Energy Detectors and Asymptotic Symmetries

TL;DR

This paper explores energy detector operators at null infinity in gauge theories and gravity, revealing their conformal primary nature, universal OPE structure, and connection to soft charges and symmetries in celestial holography.

Contribution

It introduces a new class of energy detectors as conformal primaries, derives their OPE structure, and links particle counting to soft currents in celestial holography.

Findings

Energy detectors transform as conformal primaries on the celestial sphere.

Universal leading structure of the operator product expansion is derived.

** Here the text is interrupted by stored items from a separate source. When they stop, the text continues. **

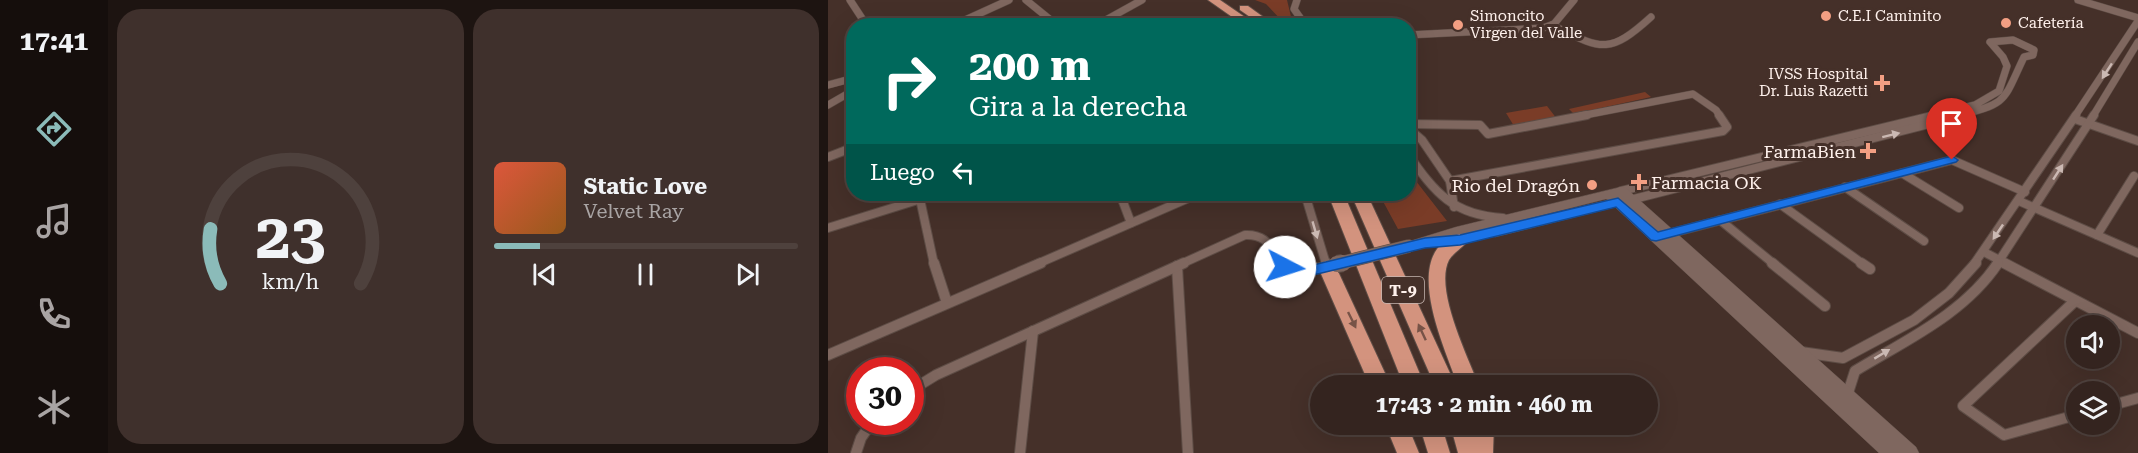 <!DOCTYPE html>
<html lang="es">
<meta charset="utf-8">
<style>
:root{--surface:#34241f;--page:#3f302c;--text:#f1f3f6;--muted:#a9a4a4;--line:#4e413d;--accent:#8bbbb9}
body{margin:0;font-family:"Roboto Serif",serif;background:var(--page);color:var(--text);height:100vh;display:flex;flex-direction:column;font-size:22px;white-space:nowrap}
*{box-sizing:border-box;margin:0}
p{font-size:20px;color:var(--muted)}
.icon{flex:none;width:33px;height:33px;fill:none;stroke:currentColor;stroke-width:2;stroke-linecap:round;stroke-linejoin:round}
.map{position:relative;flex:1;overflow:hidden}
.drawer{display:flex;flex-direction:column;gap:9px;padding:9px;background:#1d1411;width:720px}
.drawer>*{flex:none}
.top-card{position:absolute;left:18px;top:18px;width:570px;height:183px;border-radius:24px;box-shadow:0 6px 24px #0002,0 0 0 2px var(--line);background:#00695c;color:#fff;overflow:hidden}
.buttons{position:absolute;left:1238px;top:315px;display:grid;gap:12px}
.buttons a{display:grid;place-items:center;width:54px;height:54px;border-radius:50%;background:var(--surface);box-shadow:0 6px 24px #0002,0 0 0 2px var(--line);font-size:30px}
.speed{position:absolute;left:18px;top:357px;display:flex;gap:12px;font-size:30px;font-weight:700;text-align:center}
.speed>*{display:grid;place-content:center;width:78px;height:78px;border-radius:50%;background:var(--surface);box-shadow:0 6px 24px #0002,0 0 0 2px var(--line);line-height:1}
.speed .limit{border:9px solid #d22;background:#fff;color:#111}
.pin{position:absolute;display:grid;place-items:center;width:51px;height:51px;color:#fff;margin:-62px -26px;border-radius:50% 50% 50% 0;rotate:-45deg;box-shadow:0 0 6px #0007}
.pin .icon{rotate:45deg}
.me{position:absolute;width:66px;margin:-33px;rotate:95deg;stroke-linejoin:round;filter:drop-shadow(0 0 4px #0008)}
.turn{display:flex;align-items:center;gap:21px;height:126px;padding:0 24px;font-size:27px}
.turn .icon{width:78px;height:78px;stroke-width:2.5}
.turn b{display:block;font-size:42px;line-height:51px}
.then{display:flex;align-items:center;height:57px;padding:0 24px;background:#0003;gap:12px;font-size:22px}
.drawer .tile{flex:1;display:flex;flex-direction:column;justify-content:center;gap:9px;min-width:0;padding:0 21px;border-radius:24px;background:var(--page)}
.drawer .dial{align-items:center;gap:0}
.dial svg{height:156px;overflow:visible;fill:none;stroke:var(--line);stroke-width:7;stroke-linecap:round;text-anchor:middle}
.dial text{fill:var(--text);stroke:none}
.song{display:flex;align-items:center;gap:18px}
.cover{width:72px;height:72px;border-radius:9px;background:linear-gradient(135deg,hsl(10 70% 55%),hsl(30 70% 35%))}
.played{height:6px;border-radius:3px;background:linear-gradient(90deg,var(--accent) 15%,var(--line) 15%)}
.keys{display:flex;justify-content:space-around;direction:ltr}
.drawer .tiles{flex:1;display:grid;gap:9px;grid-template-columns:repeat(2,1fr)}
.trip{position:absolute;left:482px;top:375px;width:348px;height:60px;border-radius:30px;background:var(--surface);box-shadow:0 6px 24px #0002,0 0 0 2px var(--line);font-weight:700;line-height:60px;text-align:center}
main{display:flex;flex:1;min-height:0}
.menu{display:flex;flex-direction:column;width:108px;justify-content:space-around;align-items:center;background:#150e0c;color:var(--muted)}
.menu .icon{width:42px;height:42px}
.menu .active{color:var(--accent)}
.menu b{font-size:27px;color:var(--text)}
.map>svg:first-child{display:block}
.green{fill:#7a3c27}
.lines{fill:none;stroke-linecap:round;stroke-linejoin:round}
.minor-far2-casing{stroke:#5d4c45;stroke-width:8}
.minor-far1-casing{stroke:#5d4c45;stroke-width:10}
.minor-casing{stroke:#5d4c45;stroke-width:12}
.secondary-casing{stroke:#5d4c45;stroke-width:1}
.trunk-casing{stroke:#5d4c45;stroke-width:2}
.minor-far2{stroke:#7f675f;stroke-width:7}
.minor-far1{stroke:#7f675f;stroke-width:8}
.minor{stroke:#7f675f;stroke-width:10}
.secondary{fill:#7f675f;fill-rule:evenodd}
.trunk{fill:#d3937e;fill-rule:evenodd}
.secondary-bridge-far1-casing{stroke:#5d4c45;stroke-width:14;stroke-linecap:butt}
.secondary-bridge-casing{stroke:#5d4c45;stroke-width:18;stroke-linecap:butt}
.secondary-bridge-far1{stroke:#7f675f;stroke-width:13}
.secondary-bridge{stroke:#7f675f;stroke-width:16}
.oneway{fill:#cbb9b3}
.oneway2{fill:#775347}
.route{fill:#1a73e8;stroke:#114b97;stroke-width:1.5}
.poi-dot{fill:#f39f83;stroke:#453029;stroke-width:2}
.labels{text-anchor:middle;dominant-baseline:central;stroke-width:6;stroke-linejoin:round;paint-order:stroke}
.far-poi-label{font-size:15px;fill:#fef0eb;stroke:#453029;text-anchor:start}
.shield{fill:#453029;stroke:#c6b6b1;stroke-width:1.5}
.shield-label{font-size:16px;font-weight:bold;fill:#fef0eb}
.poi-label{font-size:18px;fill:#fef0eb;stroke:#453029;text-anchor:end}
</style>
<main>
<nav class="menu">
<b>17:41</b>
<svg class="icon active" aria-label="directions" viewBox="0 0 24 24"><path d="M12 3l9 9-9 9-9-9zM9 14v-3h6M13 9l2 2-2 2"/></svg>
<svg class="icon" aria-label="music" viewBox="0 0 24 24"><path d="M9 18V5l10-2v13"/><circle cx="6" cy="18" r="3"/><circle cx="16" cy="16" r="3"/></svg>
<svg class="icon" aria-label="phone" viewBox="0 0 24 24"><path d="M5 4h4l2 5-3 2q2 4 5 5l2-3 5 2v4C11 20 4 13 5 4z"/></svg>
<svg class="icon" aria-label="climate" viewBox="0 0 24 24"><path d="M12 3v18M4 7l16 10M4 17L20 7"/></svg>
</nav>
<section class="drawer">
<div class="tiles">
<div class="tile dial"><svg viewBox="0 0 100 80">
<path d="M14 69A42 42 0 1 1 86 69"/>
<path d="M14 69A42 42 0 0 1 9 41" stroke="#8bbbb9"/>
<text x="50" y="56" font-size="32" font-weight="700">23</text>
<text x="50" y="72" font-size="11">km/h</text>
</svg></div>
<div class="tile">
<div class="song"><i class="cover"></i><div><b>Static Love</b><p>Velvet Ray</p></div></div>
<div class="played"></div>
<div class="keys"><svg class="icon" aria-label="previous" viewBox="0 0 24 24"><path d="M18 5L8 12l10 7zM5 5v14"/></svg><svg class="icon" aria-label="pause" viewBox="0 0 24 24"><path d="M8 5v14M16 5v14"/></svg><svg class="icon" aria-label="next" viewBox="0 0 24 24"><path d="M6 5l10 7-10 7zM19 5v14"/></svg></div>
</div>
</div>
</section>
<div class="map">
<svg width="1310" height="453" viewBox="0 0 1310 453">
<rect width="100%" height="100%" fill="#453029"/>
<g class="green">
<polygon points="427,0 459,0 465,25 458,25 438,4"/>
<polygon points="817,92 823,97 746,114 741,109"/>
<polygon points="719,106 729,119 686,126 678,113"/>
<polygon points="581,172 619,221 570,229 551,194 580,194"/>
</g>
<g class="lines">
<g class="minor-far2-casing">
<g id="minor-far2">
<polyline points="22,0 39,26"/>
<polyline points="198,0 230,26"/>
<polyline points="469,0 466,9 478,26"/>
<polyline points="1250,0 1310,18"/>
<path d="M724 25C773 49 780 56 823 17"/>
<polyline points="124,26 181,0"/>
<polyline points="267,26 314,0"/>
<polyline points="580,35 715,28 726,24 746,0"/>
<polyline points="0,85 26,78"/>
<polyline points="0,105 26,90"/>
<polyline points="752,116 865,94 888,110 892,116"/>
<path d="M1101 116 1147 105 1171 91 1179 66 1175 57 1162 42 1185 40 1206 50 1205 55 1196 57C1175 101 1181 103 1130 116"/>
<polyline points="1247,116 1310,21"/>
<polyline points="1265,116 1310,42"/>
</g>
</g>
<g class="minor-far1-casing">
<g id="minor-far1">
<polyline points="1247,119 1310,141"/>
<polyline points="580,124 652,125 660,134 759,115"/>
<polyline points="580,128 594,140 622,181 626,207"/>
<path d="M580 154C607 193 625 215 675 218"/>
<polyline points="0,157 26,147"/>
<polyline points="1074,173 1131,208"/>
<polyline points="622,181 895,131 899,127 891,115"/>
<polyline points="1017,187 1096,241"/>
<polyline points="793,191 1108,115"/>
<polyline points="292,194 303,223"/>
<polyline points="477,194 498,264"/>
<polyline points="92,199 106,264"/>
<polyline points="802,200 1136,115"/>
<polyline points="1191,201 1310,253"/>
<polyline points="952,204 1035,264"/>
<polyline points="892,220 946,264"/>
<polyline points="0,228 109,194"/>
<polyline points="836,235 1124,160 1197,192"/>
<polyline points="1269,235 1306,176"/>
<polyline points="1156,252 1179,264"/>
<polyline points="209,264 370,194"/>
<path d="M353 264 417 235C440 234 443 249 456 264"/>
<polyline points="1146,264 1248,115"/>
<polyline points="1169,264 1266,115"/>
</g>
</g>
<g class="minor-casing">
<g id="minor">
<polyline points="106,263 119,303"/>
<polyline points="454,263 465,272 499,267 498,263"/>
<polyline points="944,263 997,306"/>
<polyline points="1033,263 1042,269"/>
<polyline points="1176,263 1310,333"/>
<polyline points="349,266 360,453"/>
<polyline points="1247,301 1135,406 1176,435 1248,415"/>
<polyline points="973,352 1015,358 1086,320 1121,293 1148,263"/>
<polyline points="0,355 213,263"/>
<polyline points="82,391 108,375 356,263"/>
<path d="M1019 396 1027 371C1078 340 1136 314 1170 263"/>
<polyline points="1281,406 1310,398"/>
<polyline points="28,453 33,438 44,422"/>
<polyline points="192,453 205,331"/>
</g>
</g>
<g class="secondary-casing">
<polygon id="secondary" points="793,187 798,188 1088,447 1091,453 1051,453 787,207 667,237 660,232 667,227 780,200 778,199 631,236 581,251 574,246 576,243 628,227"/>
</g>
<g class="trunk-casing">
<g id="trunk">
<polygon points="380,0 392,0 430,26 417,26"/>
<polygon points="412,6 420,6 448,26 435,26 412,10"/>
<polygon points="500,194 516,194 597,386 576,386"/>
<polygon points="523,194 539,194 628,386 607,386"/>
<path d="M632 234 640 240C635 248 626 252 621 260 606 289 640 357 651 386H630C617 348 570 251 632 234Z"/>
<polygon points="499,261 505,263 508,267 563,386 542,386 490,267 493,263"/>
<polygon points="557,424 579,424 591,453 569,453"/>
<polygon points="591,424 613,424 622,453 600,453"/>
<polygon points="622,424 666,424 665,453 630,453"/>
</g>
</g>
<use href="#minor-far2" class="minor-far2"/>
<use href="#minor-far1" class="minor-far1"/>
<use href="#minor" class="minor"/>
<use href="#secondary" class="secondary"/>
<use href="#trunk" class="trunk"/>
<g class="secondary-bridge-far1-casing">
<polyline id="secondary-bridge-far1" points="509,264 581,246"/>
</g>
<g class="secondary-bridge-casing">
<polyline id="secondary-bridge" points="509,264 515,263"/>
</g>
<use href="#secondary-bridge-far1" class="secondary-bridge-far1"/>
<use href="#secondary-bridge" class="secondary-bridge"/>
</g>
<defs><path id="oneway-solid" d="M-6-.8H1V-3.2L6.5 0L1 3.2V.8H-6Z" transform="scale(1.5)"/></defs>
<g class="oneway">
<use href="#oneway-solid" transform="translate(1279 71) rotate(123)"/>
<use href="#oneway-solid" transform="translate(1063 135) rotate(-14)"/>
<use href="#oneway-solid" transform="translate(1230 172) rotate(-57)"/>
<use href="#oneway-solid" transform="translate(487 230) rotate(74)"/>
<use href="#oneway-solid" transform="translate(1170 232) rotate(124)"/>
<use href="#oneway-solid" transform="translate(1054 354) rotate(-31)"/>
</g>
<g class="oneway2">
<use href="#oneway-solid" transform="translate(524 320) rotate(64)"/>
<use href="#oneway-solid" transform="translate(594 332) rotate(-115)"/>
</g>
<polygon class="route" points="1124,156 1130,160 1128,162 828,241 823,240 788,207 632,245 597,248 477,277 460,276 450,267 457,262 468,267 477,267 597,238 632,235 790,198 830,232"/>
<g class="poi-dot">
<circle cx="998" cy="16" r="6"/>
<circle cx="1178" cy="23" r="6"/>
<circle cx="630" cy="25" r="6"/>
<path d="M1051 74h6v6h6v6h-6v6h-6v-6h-6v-6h6z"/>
<path d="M1037 142h6v6h6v6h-6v6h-6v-6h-6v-6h6z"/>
<path d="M808 173h6v6h6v6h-6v6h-6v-6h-6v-6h6z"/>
<circle cx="764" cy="185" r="6"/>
</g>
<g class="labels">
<g class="far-poi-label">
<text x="642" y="16">Simoncito<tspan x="642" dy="17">Virgen del Valle</tspan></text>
<text x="1010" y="16">C.E.I Caminito</text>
<text x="1190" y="23">Cafetería</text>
<text x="1040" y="74" text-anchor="end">IVSS Hospital<tspan x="1040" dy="17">Dr. Luis Razetti</tspan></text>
</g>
<rect class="shield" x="554" y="277" width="42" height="26" rx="4.5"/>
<g class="shield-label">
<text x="575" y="290">T-9</text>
</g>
<g class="poi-label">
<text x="1028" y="151">FarmaBien</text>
<text x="823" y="182" text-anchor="start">Farmacia OK</text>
<text x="752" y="185">Rio del Dragón</text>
</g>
</g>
</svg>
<div class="buttons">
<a><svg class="icon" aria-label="sound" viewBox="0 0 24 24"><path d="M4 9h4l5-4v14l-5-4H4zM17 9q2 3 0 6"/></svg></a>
<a><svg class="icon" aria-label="layers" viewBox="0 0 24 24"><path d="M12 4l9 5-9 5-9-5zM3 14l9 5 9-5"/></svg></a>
</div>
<div class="speed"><div class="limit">30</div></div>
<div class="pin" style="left:1124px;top:160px;background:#d93025"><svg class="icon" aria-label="arrive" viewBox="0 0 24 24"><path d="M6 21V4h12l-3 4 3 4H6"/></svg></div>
<svg class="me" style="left:457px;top:267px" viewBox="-20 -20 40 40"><circle r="19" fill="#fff"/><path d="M0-13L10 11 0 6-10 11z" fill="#1a73e8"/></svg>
<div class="trip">17:43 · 2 min · 460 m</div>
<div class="top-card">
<div class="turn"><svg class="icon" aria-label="right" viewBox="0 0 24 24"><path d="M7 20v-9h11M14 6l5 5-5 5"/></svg><div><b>200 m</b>Gira a la derecha</div></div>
<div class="then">Luego<svg class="icon" aria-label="left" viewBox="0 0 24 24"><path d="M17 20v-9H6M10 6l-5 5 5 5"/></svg></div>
</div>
</div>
</main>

Particle number operators are expressed as products of soft currents in gravity and gauge theories.

Abstract

We study detector operators measuring energy to a power $\Delta-2$ at null infinity in four-dimensional gauge theories and gravity. These operators transform as conformal primaries on the celestial sphere and provide a natural basis for describing energy-flux observables in scattering processes. Using the collinear factorization of scattering amplitudes, we derive the universal leading structure of the operator product expansion. A key consequence of our analysis is the precise identification of the $\Delta=2$ detector, the number operator. Exploiting the fact that soft charges generate symmetries of the S-matrix, we demonstrate that the number of particles is entirely determined by the product of two soft currents: in gravity, the operator is the square of the supertranslation generator, while in Yang-Mills yields a product of $SU(N)$ Kac-Moody soft currents. This work establishes thus a direct link between detector observables and the soft sector of celestial holography.